▶ EXERCISE PROMPT
When you have gone through the records, report how many lines include "wash", giving the number and nothing more.

[Data excerpts]
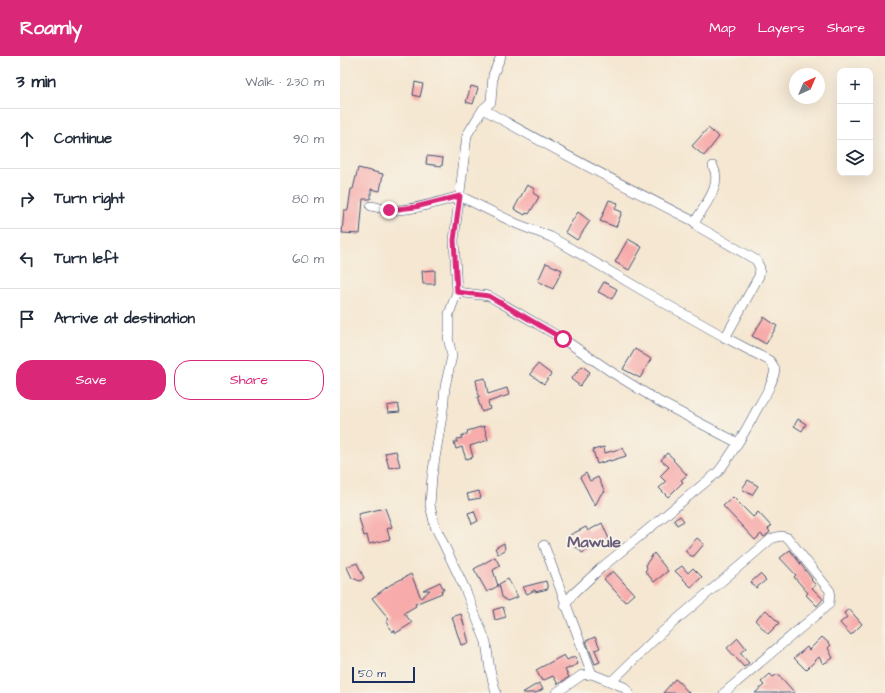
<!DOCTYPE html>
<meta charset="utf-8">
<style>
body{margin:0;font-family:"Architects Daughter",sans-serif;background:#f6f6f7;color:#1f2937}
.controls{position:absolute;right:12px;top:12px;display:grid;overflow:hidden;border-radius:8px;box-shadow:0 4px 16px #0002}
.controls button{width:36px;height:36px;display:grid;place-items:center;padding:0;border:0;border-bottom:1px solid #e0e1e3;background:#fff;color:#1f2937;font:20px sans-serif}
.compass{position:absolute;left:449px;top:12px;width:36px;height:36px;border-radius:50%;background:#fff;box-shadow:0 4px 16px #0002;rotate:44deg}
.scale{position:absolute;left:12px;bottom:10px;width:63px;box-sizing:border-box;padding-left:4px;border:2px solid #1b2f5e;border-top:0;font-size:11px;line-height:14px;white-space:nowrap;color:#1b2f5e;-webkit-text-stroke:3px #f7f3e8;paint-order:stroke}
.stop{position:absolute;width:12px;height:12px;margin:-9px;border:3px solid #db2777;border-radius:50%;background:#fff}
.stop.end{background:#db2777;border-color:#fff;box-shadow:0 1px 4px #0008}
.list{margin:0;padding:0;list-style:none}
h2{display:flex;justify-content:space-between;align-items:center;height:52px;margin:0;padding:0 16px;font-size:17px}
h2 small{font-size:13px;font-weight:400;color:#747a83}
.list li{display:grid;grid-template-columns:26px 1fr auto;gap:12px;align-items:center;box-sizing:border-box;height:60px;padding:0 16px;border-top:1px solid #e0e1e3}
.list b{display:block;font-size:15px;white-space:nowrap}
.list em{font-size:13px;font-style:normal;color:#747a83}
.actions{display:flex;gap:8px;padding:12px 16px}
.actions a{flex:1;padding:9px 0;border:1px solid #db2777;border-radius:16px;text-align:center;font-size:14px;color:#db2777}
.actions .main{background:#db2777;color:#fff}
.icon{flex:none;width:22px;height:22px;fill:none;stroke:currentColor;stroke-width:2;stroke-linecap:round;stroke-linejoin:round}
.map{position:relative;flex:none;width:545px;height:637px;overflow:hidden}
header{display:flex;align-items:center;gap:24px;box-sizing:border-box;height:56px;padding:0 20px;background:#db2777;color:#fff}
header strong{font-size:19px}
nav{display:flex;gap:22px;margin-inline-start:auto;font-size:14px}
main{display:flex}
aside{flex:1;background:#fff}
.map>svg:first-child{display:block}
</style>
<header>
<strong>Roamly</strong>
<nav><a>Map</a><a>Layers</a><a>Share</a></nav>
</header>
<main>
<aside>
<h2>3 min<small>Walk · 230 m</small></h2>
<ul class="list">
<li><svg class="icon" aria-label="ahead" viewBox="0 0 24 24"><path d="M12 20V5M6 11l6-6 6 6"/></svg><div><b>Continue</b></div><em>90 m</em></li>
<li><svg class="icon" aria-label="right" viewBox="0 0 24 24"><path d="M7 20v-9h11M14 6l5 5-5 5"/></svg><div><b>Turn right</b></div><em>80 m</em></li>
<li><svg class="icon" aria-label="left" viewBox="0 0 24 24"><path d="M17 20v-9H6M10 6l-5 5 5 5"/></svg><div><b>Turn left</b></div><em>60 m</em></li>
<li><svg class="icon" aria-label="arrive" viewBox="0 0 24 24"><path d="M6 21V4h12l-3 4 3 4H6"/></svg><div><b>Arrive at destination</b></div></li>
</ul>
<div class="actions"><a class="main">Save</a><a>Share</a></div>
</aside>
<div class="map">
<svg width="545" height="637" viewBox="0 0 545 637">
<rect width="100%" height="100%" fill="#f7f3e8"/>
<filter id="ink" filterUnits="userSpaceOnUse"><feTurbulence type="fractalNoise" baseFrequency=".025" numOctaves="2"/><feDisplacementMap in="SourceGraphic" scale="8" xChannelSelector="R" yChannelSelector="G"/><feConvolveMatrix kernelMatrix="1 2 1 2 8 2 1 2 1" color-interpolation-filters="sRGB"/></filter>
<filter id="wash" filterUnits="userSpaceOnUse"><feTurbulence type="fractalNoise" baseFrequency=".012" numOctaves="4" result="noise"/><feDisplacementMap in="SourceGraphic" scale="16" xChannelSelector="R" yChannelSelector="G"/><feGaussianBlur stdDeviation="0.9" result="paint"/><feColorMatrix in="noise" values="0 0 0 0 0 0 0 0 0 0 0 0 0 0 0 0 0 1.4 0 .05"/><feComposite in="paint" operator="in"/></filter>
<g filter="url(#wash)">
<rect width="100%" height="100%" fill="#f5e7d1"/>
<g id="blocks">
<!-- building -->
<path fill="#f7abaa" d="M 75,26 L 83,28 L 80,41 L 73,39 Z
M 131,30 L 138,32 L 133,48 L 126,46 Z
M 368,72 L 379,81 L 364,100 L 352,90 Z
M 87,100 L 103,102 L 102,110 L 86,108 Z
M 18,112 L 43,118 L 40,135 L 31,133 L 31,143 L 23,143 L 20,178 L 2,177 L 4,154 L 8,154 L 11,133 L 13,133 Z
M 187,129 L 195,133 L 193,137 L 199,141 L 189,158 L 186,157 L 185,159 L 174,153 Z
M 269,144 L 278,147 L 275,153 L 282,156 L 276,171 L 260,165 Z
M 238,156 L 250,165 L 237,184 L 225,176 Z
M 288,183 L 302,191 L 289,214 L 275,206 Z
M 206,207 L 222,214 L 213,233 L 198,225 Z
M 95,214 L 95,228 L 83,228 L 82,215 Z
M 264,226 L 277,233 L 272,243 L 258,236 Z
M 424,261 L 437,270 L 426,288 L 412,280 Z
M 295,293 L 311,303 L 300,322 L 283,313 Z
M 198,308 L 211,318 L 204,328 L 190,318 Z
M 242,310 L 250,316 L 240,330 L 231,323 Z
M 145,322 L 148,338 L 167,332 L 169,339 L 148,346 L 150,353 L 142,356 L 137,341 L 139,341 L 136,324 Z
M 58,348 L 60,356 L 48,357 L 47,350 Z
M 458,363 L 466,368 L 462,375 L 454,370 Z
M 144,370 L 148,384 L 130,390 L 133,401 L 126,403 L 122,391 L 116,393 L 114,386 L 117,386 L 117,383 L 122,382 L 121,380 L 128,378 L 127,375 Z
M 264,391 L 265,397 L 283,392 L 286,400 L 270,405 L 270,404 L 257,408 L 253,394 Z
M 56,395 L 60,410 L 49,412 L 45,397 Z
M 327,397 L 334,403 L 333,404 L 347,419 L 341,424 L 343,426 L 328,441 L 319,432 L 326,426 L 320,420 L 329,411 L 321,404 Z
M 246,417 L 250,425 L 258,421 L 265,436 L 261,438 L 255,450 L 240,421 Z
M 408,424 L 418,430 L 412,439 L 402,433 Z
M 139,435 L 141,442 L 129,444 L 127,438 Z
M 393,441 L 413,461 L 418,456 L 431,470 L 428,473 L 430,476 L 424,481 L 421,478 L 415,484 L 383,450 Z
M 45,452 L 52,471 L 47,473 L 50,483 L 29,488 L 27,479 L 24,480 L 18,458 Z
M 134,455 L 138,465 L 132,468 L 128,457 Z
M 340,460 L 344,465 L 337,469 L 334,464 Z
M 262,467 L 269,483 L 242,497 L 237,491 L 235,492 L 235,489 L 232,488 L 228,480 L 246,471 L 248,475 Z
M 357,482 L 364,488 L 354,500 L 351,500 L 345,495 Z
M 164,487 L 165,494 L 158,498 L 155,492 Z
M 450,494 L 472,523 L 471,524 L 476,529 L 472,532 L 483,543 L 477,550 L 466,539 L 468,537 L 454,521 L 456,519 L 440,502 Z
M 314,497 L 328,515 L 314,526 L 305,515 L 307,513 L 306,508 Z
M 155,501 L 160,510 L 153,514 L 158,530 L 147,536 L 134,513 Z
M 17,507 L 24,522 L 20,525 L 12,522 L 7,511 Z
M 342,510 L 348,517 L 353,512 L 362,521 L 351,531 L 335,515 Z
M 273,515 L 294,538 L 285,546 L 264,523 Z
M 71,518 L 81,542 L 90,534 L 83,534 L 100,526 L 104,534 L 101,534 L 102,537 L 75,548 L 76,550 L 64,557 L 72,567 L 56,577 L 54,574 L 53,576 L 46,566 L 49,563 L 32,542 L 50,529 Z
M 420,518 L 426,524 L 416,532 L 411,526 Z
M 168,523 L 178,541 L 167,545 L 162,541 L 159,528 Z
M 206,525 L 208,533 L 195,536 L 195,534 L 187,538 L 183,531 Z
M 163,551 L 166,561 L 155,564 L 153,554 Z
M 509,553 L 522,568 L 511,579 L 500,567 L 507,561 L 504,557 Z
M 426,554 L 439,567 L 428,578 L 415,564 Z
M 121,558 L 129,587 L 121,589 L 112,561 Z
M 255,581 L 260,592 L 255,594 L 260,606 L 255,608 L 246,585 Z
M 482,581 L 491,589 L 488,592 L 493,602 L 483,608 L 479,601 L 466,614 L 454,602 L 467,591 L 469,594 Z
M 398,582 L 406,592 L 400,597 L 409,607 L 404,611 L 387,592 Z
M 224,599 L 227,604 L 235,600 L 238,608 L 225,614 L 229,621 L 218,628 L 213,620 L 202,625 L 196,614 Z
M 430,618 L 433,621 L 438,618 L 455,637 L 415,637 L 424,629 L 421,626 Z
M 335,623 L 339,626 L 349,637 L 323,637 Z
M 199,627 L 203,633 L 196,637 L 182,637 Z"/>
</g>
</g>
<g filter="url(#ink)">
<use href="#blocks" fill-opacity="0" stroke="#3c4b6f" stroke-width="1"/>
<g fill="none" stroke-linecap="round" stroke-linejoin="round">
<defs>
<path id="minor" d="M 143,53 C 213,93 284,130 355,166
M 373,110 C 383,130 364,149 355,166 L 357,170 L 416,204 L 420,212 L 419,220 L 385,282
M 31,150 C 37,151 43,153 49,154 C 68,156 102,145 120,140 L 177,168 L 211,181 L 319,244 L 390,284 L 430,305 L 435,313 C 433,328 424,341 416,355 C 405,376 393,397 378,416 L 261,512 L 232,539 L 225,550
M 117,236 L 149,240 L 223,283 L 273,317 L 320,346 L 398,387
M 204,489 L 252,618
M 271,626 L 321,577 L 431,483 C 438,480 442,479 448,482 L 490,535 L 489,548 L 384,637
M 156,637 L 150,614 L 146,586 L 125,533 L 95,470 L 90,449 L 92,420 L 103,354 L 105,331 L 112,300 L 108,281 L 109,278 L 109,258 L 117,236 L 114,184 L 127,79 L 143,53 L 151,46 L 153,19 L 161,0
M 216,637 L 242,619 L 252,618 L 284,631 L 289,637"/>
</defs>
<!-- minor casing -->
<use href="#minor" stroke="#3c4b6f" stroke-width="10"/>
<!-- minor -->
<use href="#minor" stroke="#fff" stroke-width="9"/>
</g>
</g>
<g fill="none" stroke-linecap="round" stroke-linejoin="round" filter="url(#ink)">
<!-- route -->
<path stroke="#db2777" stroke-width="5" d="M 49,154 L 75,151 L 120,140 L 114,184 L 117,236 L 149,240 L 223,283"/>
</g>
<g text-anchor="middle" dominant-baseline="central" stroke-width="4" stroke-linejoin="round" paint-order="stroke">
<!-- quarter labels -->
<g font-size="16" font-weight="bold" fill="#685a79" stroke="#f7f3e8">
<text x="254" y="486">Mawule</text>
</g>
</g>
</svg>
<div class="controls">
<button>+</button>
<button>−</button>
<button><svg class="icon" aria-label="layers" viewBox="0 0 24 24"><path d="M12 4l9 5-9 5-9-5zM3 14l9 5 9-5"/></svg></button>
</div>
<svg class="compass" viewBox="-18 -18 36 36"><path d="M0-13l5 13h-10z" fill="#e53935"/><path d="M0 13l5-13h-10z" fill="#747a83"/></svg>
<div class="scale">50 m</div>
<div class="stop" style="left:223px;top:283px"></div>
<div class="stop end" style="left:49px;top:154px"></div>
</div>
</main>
...
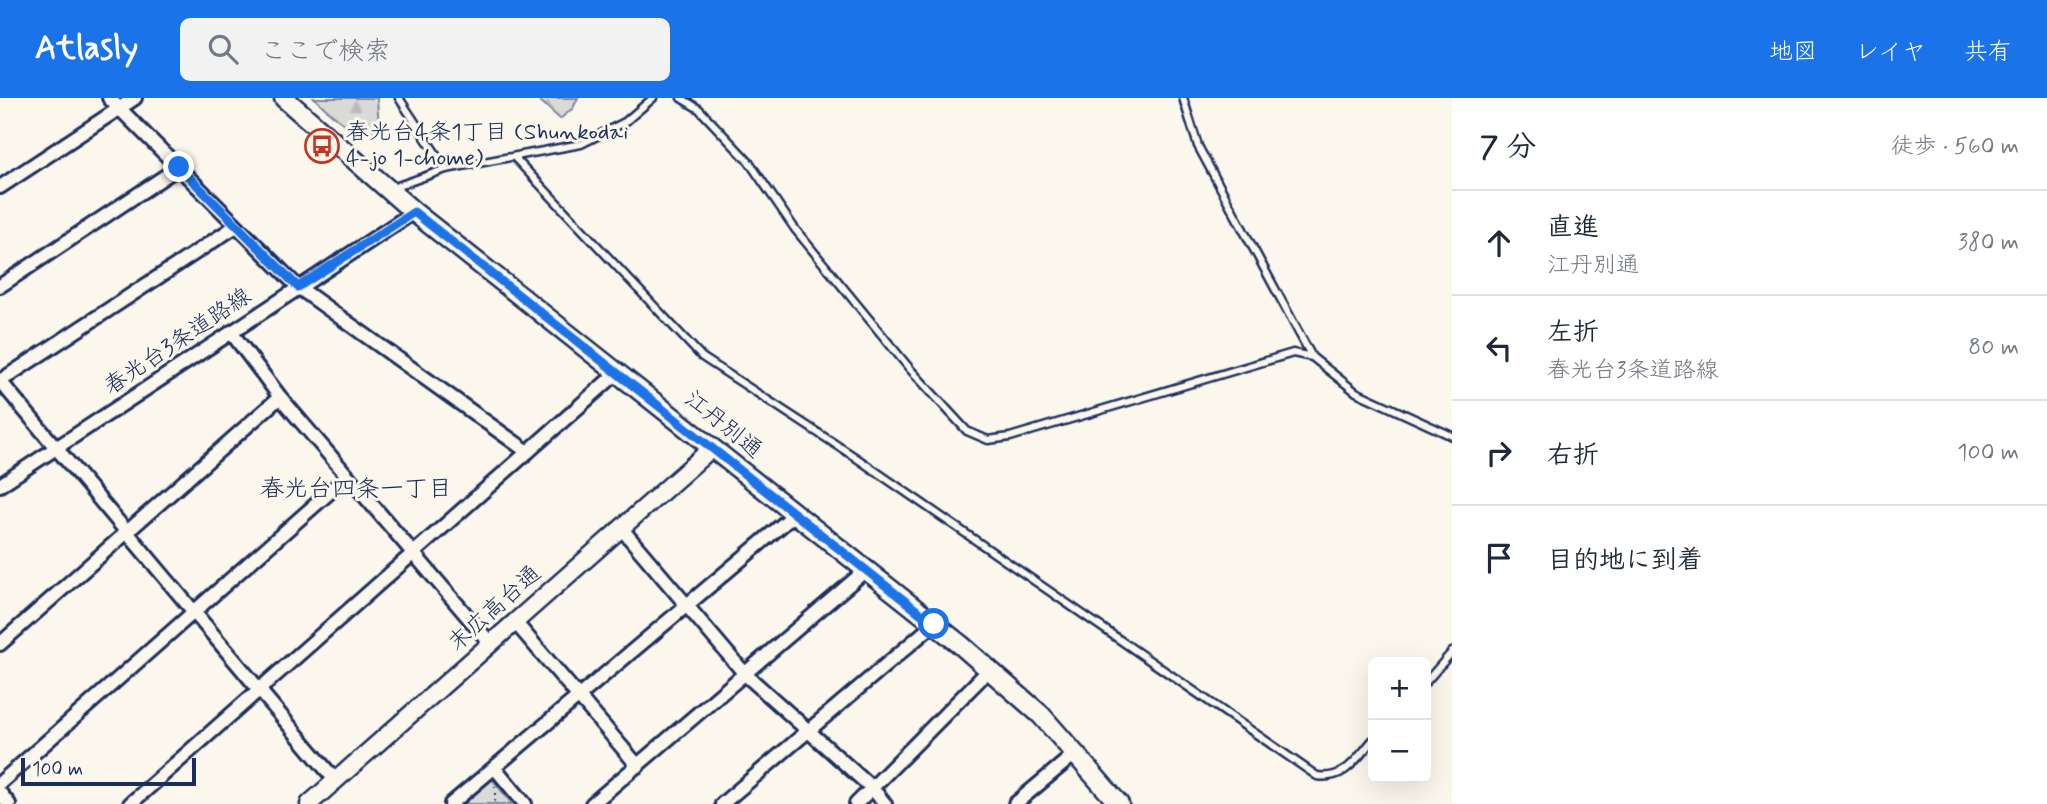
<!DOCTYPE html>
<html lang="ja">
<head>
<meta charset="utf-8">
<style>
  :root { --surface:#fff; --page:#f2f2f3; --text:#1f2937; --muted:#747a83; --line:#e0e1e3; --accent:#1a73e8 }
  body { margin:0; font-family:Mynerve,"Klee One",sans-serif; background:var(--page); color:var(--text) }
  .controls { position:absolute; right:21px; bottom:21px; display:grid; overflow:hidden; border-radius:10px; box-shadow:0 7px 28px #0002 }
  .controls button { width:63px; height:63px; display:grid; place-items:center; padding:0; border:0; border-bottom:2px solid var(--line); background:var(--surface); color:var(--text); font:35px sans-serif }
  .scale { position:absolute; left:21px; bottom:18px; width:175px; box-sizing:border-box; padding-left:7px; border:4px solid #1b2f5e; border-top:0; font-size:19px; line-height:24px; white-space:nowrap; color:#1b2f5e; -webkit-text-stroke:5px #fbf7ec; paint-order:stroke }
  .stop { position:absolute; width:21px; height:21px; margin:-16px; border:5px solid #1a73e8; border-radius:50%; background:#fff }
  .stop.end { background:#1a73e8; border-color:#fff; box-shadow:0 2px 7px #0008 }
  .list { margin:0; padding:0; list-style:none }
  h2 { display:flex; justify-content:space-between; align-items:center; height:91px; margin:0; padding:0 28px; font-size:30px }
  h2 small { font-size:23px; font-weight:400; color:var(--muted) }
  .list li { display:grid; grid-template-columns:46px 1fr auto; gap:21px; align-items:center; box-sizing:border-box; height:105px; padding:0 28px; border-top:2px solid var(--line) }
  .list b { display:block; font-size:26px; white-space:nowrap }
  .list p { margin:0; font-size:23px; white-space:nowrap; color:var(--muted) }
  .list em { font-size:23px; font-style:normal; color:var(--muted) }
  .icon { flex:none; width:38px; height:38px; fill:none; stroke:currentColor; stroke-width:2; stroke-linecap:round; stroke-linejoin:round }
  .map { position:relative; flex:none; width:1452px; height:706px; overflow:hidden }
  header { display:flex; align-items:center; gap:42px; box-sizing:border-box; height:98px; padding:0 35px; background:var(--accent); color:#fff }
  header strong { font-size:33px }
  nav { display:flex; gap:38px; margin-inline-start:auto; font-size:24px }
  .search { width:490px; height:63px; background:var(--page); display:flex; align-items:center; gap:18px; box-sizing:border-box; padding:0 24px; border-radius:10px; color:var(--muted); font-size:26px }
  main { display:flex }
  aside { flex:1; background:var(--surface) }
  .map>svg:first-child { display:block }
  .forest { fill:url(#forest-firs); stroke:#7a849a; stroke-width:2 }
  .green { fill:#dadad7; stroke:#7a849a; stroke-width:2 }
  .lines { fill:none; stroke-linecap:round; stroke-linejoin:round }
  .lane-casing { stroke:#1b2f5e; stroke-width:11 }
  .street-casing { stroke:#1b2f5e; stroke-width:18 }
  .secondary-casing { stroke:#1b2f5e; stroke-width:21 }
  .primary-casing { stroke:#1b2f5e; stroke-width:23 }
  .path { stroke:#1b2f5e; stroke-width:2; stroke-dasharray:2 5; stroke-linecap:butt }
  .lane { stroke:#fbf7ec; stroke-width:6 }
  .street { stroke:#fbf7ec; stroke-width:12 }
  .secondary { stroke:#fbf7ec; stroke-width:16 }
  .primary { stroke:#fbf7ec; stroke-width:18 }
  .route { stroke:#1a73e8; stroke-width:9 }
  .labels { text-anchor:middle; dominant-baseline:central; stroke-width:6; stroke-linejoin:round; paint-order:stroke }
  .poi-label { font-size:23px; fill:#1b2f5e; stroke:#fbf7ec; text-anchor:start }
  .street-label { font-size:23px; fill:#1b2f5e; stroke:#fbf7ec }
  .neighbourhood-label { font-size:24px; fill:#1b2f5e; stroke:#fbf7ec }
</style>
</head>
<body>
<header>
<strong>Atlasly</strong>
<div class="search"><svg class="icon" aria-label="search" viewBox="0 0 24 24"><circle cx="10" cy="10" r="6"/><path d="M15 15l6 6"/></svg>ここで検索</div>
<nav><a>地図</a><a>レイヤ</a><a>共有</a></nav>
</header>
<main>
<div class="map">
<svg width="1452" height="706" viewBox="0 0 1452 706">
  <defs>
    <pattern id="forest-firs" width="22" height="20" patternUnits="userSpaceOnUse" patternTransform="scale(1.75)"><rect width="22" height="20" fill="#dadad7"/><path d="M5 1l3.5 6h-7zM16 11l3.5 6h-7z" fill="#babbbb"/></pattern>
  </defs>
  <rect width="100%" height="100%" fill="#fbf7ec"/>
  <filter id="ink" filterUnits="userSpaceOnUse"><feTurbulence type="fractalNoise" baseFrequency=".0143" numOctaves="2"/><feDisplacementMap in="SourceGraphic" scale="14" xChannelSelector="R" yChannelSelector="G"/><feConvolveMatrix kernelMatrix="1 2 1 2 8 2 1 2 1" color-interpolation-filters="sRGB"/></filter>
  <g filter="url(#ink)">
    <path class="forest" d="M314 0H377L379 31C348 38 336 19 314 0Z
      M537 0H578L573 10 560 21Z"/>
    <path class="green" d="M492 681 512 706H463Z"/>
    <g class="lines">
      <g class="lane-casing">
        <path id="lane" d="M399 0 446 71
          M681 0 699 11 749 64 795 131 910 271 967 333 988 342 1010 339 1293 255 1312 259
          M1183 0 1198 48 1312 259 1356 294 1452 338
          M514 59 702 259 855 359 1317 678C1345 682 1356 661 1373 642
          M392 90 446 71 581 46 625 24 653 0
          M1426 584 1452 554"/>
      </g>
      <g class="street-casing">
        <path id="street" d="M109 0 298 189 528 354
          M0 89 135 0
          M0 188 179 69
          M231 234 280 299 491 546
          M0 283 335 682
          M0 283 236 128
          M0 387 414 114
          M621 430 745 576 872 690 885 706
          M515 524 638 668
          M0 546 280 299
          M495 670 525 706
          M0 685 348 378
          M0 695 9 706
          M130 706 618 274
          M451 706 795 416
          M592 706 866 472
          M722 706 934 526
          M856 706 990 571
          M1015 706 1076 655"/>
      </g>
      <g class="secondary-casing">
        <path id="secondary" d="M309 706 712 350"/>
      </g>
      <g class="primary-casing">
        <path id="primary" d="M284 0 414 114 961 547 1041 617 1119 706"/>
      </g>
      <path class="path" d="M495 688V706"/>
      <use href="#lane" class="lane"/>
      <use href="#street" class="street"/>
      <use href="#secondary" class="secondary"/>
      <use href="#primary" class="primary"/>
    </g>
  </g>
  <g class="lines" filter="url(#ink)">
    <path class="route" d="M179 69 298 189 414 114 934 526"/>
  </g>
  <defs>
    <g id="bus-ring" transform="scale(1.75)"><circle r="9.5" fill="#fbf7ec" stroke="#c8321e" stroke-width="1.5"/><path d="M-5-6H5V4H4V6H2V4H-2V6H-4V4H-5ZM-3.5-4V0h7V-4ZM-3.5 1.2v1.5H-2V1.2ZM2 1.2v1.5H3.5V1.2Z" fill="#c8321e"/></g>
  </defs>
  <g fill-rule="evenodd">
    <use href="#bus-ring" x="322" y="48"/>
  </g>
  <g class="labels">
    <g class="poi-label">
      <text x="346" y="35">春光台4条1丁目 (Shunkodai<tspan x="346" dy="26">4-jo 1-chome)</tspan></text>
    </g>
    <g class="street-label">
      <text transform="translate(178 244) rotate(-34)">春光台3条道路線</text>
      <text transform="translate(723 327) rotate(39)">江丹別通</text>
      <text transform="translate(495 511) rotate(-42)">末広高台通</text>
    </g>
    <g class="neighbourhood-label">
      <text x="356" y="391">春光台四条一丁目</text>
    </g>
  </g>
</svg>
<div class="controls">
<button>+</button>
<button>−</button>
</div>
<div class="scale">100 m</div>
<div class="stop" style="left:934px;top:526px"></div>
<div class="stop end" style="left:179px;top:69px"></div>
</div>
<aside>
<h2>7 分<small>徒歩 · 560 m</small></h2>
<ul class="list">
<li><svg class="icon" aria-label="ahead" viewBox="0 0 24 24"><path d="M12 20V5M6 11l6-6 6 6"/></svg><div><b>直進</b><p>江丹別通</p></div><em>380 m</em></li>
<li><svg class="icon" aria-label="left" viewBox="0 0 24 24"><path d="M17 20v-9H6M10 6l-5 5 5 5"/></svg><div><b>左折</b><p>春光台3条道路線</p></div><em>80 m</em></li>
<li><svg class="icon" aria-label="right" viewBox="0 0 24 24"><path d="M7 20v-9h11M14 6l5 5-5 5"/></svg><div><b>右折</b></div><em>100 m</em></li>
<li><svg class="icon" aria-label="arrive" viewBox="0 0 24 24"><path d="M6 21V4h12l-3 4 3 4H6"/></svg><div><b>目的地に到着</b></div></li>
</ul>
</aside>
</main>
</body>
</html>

▶ RESPONSE TO THIS EXERCISE
2